Religious Philosophy of Simone Weil

An Introduction

This item is a print on demand title and will be dispatched in 1-3 weeks.

Paperback / softback

£21.99

Publisher: Bloomsbury Publishing PLC
ISBN: 9781780767963
Number of Pages: 272
Published: 23/07/2014
Width: 13.8 cm
Height: 21.6 cm
The French philosopher Simone Weil (1909-1943), a contemporary of Simone de Beauvoir and Jean-Paul Sartre, remains in every way a thinker for our times. She was an outsider, in multiple senses, defying the usual religious categories: at once atheistic and religious; mystic and realist; sceptic and believer. She speaks therefore to the complex sensibilities of a rationalist age. Yet despite her continuing relevance, and the attention she attracts from philosophy, cultural studies, feminist studies, spirituality and beyond, Weil's reflections can still be difficult to grasp, since they were expressed in often inscrutable and fragmentary form. Lissa McCullough here offers a reliable guide to the key concepts of Weil's religious philosophy: good and evil, the void, gravity, grace, beauty, suffering and waiting for God. In addressing such distinctively contemporary concerns as depression, loneliness and isolation, and in writing hauntingly of God's voluntary 'nothingness', Weil's existential paradoxes continue to challenge and provoke. This is the first introductory book to show the essential coherence of her enigmatic but remarkable ideas about religion.

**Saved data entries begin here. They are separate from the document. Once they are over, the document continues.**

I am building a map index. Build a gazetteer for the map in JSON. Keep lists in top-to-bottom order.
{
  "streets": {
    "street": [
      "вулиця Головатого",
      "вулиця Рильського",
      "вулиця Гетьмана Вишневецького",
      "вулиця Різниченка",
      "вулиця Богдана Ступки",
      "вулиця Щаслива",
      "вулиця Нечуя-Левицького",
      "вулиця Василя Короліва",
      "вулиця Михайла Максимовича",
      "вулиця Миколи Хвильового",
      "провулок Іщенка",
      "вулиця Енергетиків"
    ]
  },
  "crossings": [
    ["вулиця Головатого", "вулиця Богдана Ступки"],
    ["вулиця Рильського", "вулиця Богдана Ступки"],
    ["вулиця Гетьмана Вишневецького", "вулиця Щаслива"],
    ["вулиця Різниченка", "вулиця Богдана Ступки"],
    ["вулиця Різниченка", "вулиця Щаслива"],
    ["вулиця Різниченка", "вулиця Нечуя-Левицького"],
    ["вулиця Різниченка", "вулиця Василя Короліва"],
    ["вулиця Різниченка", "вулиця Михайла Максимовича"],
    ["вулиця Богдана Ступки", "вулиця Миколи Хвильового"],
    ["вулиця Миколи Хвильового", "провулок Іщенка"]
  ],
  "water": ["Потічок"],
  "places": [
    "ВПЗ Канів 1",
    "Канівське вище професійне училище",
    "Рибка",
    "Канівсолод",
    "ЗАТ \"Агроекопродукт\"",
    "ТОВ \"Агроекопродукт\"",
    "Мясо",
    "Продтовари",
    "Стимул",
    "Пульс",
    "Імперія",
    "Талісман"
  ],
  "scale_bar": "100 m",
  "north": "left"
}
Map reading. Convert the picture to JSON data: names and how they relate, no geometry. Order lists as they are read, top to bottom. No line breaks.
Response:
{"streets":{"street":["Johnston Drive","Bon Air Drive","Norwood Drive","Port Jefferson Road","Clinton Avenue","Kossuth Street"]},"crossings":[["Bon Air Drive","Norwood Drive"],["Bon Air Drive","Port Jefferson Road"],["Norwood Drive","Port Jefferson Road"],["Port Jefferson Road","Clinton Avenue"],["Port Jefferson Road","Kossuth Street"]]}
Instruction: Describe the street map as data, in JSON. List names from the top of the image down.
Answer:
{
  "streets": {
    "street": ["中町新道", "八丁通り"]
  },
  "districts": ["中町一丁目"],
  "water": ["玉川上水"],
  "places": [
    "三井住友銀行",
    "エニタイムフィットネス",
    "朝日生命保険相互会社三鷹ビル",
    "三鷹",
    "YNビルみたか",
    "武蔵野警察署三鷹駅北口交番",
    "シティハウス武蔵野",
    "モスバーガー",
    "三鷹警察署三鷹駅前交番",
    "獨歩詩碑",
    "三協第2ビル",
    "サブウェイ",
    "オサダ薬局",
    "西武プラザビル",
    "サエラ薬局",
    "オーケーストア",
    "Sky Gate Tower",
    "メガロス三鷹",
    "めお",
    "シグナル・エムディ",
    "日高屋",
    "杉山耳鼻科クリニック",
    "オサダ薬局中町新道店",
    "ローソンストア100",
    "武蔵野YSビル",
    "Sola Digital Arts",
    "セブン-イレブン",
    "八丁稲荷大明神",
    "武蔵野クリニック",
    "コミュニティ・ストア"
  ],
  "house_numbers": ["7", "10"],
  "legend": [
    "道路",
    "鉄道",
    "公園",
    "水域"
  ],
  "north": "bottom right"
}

Lissa McCullough (California State University Dominguez Hills, USA)

Lissa McCullough is an independent scholar and writer who has taught religious studies at Muhlenberg College, Hanover College and New York University. Her previous books are Thinking Through the Death of God: A Critical Companion to Thomas J J Altizer (edited with Brian Schroeder), The Call to Radical Theology and Conversations with Paolo Soleri.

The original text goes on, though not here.